Wednesday, April 14, 2010

How much does a prayer weigh?


I believe in miracles. This is one of my favorite stories. This is not something that I wrote but am sharing. I have seen it in shorter versions in email forwards but I like this longer (and maybe its the original?) version best. I hope this causes you to wonder on the power of prayer too. Be blessed and seek the Lord today!

The question is: How much does a prayer weigh?


The only man I ever heard of who tried to weigh one still does not know.

Once upon a time he thought he did. That was when he owned a little grocery store on the west side. It was a week before Christmas after World War 1. A tired looking woman came into the store and asked him for enough food to make up a Christmas dinner for her children. He asked her how much she could afford to spend.

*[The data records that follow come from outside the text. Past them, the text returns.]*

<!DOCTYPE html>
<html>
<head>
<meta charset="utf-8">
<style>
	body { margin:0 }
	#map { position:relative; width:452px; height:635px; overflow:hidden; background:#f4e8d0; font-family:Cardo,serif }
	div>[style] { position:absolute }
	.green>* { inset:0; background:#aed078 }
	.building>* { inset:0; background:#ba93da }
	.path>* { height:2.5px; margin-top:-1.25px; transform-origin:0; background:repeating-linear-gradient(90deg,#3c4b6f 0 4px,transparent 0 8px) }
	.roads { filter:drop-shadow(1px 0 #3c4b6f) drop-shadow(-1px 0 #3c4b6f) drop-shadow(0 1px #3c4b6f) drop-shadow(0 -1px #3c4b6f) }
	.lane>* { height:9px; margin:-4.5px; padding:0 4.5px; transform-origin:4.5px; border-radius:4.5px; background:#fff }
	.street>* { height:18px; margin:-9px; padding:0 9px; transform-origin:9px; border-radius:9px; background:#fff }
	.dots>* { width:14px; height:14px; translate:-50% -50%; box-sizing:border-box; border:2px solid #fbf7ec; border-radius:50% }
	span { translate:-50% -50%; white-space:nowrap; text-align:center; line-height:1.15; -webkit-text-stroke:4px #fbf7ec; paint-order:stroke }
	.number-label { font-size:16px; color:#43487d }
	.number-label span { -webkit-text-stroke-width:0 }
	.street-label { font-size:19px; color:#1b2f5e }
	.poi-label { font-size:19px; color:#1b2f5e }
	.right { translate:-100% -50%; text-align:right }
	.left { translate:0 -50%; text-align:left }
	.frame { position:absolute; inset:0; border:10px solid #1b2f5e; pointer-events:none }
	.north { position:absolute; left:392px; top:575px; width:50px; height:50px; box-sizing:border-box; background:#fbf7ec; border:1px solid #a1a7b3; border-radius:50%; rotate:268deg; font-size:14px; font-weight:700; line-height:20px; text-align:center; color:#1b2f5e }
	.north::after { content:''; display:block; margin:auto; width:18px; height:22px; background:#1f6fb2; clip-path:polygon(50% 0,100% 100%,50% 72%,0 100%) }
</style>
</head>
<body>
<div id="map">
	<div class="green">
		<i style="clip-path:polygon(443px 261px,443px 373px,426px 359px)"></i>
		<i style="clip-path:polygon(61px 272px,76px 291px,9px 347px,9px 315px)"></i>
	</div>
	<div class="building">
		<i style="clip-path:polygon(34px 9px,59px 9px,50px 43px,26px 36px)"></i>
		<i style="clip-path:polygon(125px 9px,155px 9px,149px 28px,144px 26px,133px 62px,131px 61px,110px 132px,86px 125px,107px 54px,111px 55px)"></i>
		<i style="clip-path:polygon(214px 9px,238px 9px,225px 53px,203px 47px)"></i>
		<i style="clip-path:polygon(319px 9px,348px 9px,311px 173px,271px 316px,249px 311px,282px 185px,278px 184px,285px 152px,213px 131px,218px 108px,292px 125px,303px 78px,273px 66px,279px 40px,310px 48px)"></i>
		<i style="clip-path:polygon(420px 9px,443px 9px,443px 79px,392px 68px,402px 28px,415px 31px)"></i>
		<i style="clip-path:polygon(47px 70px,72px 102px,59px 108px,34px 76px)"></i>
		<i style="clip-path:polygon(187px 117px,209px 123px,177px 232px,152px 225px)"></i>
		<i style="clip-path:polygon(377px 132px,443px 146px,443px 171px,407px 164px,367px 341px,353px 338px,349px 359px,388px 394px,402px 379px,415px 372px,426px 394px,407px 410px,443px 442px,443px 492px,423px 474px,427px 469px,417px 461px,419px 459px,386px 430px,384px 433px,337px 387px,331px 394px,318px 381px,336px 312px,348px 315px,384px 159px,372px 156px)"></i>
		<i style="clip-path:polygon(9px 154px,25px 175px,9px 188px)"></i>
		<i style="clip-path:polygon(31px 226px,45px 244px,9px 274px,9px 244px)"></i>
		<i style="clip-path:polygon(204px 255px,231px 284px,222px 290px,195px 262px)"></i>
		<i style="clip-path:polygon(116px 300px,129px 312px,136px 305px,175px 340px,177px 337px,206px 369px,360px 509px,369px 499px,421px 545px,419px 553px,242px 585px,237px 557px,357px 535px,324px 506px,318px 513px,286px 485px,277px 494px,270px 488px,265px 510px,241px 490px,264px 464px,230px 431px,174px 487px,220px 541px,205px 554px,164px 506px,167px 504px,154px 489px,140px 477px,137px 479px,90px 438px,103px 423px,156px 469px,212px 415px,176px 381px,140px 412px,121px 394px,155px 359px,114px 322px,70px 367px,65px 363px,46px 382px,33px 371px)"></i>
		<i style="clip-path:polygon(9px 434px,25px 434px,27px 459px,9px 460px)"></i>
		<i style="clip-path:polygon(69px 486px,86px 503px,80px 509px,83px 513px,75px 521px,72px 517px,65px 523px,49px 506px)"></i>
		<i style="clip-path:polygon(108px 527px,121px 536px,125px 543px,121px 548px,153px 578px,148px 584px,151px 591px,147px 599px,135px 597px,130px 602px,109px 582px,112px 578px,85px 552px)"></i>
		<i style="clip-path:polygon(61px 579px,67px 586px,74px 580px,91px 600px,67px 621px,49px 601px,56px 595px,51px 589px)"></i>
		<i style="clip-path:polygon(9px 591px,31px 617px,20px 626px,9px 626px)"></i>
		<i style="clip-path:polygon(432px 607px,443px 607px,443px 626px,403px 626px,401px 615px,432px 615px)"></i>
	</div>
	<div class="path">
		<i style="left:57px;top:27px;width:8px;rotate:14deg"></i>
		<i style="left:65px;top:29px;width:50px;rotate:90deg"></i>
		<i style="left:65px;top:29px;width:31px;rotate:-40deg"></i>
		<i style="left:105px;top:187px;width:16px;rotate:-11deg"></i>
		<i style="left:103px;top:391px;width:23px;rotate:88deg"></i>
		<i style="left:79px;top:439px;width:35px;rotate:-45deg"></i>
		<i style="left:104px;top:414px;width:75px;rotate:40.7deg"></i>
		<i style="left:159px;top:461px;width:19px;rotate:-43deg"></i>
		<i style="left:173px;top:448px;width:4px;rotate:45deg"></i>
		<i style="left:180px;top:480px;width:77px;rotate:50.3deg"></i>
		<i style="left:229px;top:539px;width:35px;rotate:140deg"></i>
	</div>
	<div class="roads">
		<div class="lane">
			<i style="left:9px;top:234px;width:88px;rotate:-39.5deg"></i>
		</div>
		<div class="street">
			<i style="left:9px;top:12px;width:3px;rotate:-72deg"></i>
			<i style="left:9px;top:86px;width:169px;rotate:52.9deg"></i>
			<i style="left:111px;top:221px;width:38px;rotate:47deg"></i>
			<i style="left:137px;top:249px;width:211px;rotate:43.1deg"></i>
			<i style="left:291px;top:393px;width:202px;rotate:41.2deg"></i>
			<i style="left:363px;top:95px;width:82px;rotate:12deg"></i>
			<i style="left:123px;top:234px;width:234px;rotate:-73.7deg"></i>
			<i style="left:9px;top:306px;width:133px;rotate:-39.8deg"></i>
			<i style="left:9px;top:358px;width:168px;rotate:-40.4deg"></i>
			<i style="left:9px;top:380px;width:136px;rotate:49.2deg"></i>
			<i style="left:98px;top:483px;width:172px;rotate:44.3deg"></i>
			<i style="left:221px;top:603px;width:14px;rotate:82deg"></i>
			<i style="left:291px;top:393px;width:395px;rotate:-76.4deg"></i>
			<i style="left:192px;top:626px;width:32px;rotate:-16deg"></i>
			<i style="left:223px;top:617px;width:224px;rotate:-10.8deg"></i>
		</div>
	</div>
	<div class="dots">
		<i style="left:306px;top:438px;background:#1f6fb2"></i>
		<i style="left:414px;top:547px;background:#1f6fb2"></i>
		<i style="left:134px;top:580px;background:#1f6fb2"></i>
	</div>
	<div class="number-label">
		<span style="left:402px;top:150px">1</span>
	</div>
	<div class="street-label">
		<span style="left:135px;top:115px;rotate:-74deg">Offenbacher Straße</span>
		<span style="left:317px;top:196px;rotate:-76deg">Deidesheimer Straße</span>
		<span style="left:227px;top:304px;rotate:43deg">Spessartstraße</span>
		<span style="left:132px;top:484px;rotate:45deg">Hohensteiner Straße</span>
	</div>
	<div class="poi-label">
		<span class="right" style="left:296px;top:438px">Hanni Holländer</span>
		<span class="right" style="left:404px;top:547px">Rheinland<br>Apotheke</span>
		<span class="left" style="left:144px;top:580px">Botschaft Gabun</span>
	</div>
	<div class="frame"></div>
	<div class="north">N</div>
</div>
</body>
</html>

She answered, "My husband didn't come back. I have nothing to offer but a little prayer."

This man confesses that he was not very sentimental in those days. A grocery store could not be run like a bread line.


So he said, "Write it on paper," and turned about his business.

To his surprise, the woman pulled a piece of paper from her pocket and handed it to him over the counter. She said, "I did that during the night, watching over my sick baby."

The grocer took the paper before he could recover from the surprise; then he regretted having done so, for what could he do with it? What could he say?

Then an idea suddenly came to him. He placed the paper without even reading the prayer on the weight side of his old fashioned scale. He said, "We shall see how much food this is worth."

To his astonishment, the scale would not go down when he put a loaf of bread on the other side. To his confusion and embarrassment, it would not go down though he kept on adding food - anything he could lay his hands on quickly, because people were watching.

He tried to be gruff, but he was making a bad job of it. His face got red, and it made him angry to be flustered.


So finally he said, "Well, that's all the scales will hold anyway. Here is a bag. You will have to put it in yourself. I am busy."

With what sounded like a gasp or a little sob, she took the bag and started packing in the food, wiping her eyes on her sleeve every time her arms were free to do so. He tried not to look, but he couldn't help seeing that he had given her a pretty big bag and that it was not quite full. So he tossed a large cheese down the counter, but he did not say anything. nor did he see the timid smile of grateful understanding which glistened in her moist eyes at this final betrayal of the grocer's crusty exterior.

When the woman had gone, he went to look at the scales, scratching his head and shaking it in puzzlement. Then he found the solution. The scales were broken. But as the years passed, he often though of it and wondered if that really was the solution. Why did the woman already have the prayer written to satisfy his unpremeditated demand? Why did she come at exactly the right time when the scale was broken? What confused him so that he did not notice it and kept piling on the food with only a scrap of paper in the weight pan? He had felt like a fool and hardly knew what he was doing.


The grocer is an old man now. his head is white, but he still scratches it in the same place and shakes it slowly back and forth with the same puzzled expression. he never saw the woman again, and come to think of it, he had never seen her before either. Yet, for the rest of his life, he remembered her better than any other woman in the world and thought of her more often.

He knew it had not been just his imagination, for he still had the slip of paper upon which the woman's prayer had been written: "Please Lord, give us this day our daily bread."